Are Suntec dividends exempt from tax for Singaporean investors?
Yes, Suntec distributions are exempt from Singapore income tax for individual investors residing in Singapore. In addition, there is no withholding tax on these distributions for locals, making the REIT especially attractive for income-seeking Singaporean residents. Suntec is also eligible for the CPF Investment Scheme (CPFIS), providing further tax-advantaged investment options for citizens and PRs.
What is the latest dividend for Suntec stock?
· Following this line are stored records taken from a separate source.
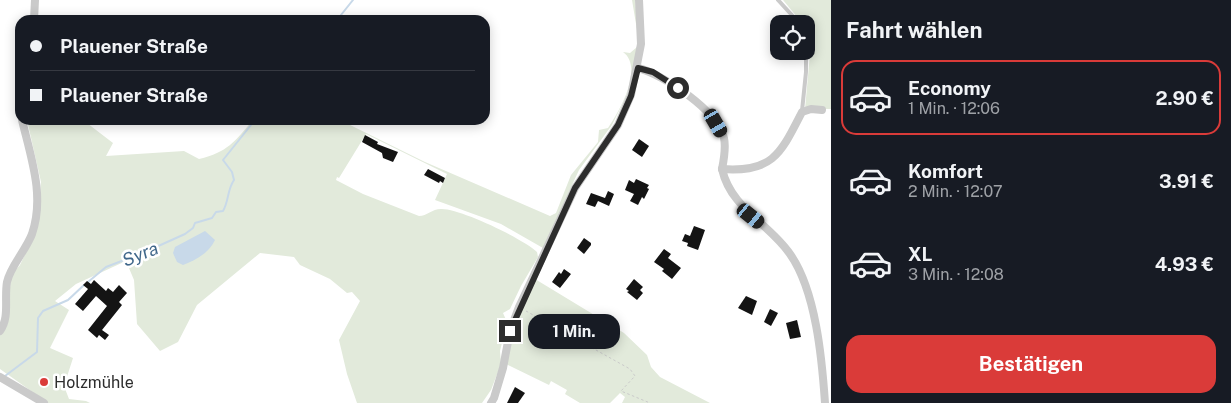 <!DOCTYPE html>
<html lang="de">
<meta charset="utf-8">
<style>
:root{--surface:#171b24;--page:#20242c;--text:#f1f3f6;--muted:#9ea1a6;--line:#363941;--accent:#da3b39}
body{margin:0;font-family:"Public Sans",sans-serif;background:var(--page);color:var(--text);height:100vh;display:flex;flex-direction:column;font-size:19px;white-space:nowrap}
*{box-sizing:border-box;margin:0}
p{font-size:16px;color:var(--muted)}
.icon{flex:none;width:28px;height:28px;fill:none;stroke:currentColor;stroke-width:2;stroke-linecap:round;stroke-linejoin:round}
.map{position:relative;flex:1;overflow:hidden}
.sheet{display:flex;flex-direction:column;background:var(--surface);width:400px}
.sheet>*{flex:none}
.top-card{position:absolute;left:15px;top:15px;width:475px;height:110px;border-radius:15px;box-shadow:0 2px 12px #0003;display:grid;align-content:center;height:110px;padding:0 15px;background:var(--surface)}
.controls{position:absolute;left:770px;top:15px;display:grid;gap:10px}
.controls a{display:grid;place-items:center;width:45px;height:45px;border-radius:10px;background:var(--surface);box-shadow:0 2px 12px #0003;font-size:25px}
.end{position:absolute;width:22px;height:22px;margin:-11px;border:6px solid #2d2d2d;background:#fff;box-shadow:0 0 0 2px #fff}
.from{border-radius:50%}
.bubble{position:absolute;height:35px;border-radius:15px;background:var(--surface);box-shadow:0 2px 12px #0003;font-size:16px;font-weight:700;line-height:35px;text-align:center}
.car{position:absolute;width:15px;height:30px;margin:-15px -8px;border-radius:6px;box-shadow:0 0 4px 1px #0007;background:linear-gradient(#222 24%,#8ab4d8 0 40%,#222 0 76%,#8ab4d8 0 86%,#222 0)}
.top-card b{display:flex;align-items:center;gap:18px;height:48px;font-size:19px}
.top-card b+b{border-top:1px solid var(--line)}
.top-card i{width:12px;height:12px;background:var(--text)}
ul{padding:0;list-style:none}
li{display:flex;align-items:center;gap:15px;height:75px;margin:0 10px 8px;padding:0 5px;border:2px solid transparent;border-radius:15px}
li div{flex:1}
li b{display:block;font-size:19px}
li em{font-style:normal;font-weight:700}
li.selected{border-color:var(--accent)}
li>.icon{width:45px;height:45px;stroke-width:1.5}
h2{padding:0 15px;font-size:22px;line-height:60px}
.action{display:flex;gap:10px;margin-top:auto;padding:10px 15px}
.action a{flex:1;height:58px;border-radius:15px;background:var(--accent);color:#fff;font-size:20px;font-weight:700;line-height:58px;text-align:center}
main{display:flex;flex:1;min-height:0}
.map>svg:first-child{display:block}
.green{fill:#e2eadb}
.water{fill:#c8d9e9}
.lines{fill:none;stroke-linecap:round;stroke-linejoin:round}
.stream{stroke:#c8d9e9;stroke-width:2}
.building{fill:#141414}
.path{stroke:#cacaca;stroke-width:1;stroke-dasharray:2.5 2.5;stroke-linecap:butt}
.lane{stroke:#cacaca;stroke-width:4}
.street{stroke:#cacaca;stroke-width:8}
.route{stroke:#2d2d2d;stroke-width:6}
.poi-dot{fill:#da3b39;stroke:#fff;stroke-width:2}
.labels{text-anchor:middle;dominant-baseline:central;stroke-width:5;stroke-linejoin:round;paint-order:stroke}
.poi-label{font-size:16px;fill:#2d2d2d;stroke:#fff;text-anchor:start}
.water-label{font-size:18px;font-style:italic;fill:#40678a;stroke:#fff}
</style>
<main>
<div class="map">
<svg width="831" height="403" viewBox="0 0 831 403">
<rect width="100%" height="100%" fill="#fff"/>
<g class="green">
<path d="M632 0H635L639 37 632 77 626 97 612 125 579 170 543 248 501 224 435 200 447 174 366 134 339 178 337 177 336 180 363 194 419 216C427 216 432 209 441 209 459 208 524 239 537 252L538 257 521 286 510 309 503 313 507 322 500 351 501 364 491 390 482 403H357L347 374 339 340 360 301 352 292 347 293 330 279 300 265 294 257 260 253 197 305 178 342 160 351 137 324 134 280 126 261 76 284 55 301 69 310 50 348 73 358 64 386 69 399 86 401 90 403H48L0 369V334L7 326 11 275 20 265 37 229 41 182 27 120H83L113 143 106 156 184 151 199 159C228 152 234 142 253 120L342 121 425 162 550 216 556 213 571 175 598 142 599 130 608 128C620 111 644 67 623 52L630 53 637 47 638 36Z"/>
<path d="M783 0H831V109H805L810 54 806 24H803Z"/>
<path d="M535 279 624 333 647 355 651 367 660 377 710 403H622L625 397 620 393 610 403H580L565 394 567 390 551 381 549 385 506 364 512 333Z"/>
</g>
<path class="water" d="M205 231 215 240C209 253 196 260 183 265L177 262 173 253 175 247Z"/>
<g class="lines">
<g class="stream">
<path d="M337 20 353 0"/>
<path d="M88 282 106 267 145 252 185 234 193 228 195 223 212 218 216 212 223 211C229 201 227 190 234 180L232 172 223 160 255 120"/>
<path d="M5 376 37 352 38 318 43 311 68 300 84 285"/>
</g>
</g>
<g class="building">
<path d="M365 135 378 142 377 144 398 152 393 162 383 158 382 153 362 142Z"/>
<path d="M639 139 649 146 642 157 632 150Z"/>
<path d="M428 169 445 178 443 183 440 181 439 183 424 175Z"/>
<path d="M636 179 649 185 647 188 649 189 644 199 642 197 638 205 630 201 634 194 625 190 629 180 634 183Z"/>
<path d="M608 191 614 194 609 206 598 201 595 207 586 204 591 193 605 198Z"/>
<path d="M694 226 705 230 698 250 687 246 688 243 682 241 685 234 690 236Z"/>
<path d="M584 238 591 243V245L584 254 577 248Z"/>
<path d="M664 249 671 254 668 258 681 268 672 279 662 271 664 269 654 262Z"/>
<path d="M564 269 571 274 560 288 552 282 559 272 561 274Z"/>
<path d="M634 279 643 287 640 290 643 293 637 300 627 292 629 291 626 289Z"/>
<path d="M94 280 106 291 108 288 113 292 119 285 127 293 119 302 122 305 102 330 109 335 105 340 99 335 97 338 88 330 107 306 96 296 83 311 75 304 88 289 83 285 87 281 91 284Z"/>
<path d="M746 296 757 301 752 315 738 308Z"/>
<path d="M770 309 778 313 771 326 764 322Z"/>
<path d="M797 320 801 337 790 339 786 323Z"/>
<path d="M515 387 525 393 518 403H507Z"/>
</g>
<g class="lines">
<path class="path" d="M526 311 630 369 635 376 621 391 650 403"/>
<g class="lane">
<path d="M778 0 800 24"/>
<path d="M802 111 806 72V46"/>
</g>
<g class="street">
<path d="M34 20 35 0"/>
<path d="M638 68C663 74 718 111 724 138 726 147 724 159 722 169 773 173 781 153 802 112L811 109 822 110"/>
<path d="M20 89V108"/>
<path d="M722 169C731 209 769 223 790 254 816 291 822 359 825 403"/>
<path d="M0 331C10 317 4 299 7 282 10 267 26 250 32 234 45 196 31 158 22 120"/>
<path d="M0 377 44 403"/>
<path d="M491 403 494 398 503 368 510 331 519 307 575 188 618 125 631 95 641 44 639 0"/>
</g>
</g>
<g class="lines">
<path class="route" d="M510 331 575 188 618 125 631 96 638 68 653 72 678 88"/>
</g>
<circle class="poi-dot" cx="44" cy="382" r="5"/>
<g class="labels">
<g class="poi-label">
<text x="54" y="382">Holzmühle</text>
</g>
<g class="water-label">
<text transform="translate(140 254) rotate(-22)">Syra</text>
</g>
</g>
</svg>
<div class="controls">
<a><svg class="icon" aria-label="locate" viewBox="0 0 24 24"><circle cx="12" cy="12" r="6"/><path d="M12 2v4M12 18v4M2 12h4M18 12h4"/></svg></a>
</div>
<i class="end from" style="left:678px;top:88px"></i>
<i class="end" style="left:510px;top:331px"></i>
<div class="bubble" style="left:528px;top:314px;width:92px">1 Min.</div>
<i class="car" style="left:716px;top:123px;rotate:150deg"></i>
<i class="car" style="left:751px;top:216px;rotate:129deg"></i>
<div class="top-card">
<b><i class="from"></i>Plauener Straße</b>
<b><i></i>Plauener Straße</b>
</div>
</div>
<section class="sheet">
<h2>Fahrt wählen</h2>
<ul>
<li class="selected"><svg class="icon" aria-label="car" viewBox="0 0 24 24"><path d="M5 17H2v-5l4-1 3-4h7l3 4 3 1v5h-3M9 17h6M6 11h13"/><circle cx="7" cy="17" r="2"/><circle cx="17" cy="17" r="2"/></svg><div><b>Economy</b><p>1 Min. · 12:06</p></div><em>2.90 €</em></li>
<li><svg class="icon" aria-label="car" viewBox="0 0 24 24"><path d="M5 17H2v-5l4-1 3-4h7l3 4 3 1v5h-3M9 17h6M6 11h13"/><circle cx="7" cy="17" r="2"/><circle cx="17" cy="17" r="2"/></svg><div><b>Komfort</b><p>2 Min. · 12:07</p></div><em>3.91 €</em></li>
<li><svg class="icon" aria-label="car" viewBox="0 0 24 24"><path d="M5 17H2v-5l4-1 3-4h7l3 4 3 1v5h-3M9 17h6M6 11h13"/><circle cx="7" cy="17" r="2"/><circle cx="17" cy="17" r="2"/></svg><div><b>XL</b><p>3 Min. · 12:08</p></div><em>4.93 €</em></li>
</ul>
<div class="action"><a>Bestätigen</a></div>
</section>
</main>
Suntec currently pays a regular dividend, with the most recent payout being 1.563 Singapore cents per unit in Q1 2025. This was paid in May 2025 and reflects a distribution yield above typical REIT averages in Singapore. The dividend has shown a stable or slightly growing trend in recent years, with distributions generally paid quarterly. Suntec’s dividend policy aims to deliver consistent and attractive income to unitholders, making it popular among income-focused investors.
What is the forecast for Suntec stock in 2025, 2026, and 2027?
Based on the current price of SGD 1.13, the projected year-end values are SGD 1.47 for 2025, SGD 1.70 for 2026, and SGD 2.26 for 2027. The outlook for Suntec remains positive, supported by a resilient commercial property market and analyst confidence in the REIT’s long-term ability to grow distributable income. Recent refinancing wins, sector recovery, and ongoing asset upgrades strengthen the case for further upside over the next few years.
Should I sell my Suntec shares?
Holding Suntec shares may be sensible given its defensive strategy and diversified high-quality asset base in Singapore. The REIT shows steady performance, strong fundamentals, and has weathered challenging conditions, providing resilience for mid- to long-term growth. Its attractive yield and ongoing improvements offer good prospects for continued income and value appreciation. Investors seeking stable income may find Suntec’s fundamentals aligned with their long-term objectives, though individual circumstances always matter.
Are Suntec dividends exempt from tax for Singaporean investors?
Yes, Suntec distributions are exempt from Singapore income tax for individual investors residing in Singapore. In addition, there is no withholding tax on these distributions for locals, making the REIT especially attractive for income-seeking Singaporean residents. Suntec is also eligible for the CPF Investment Scheme (CPFIS), providing further tax-advantaged investment options for citizens and PRs.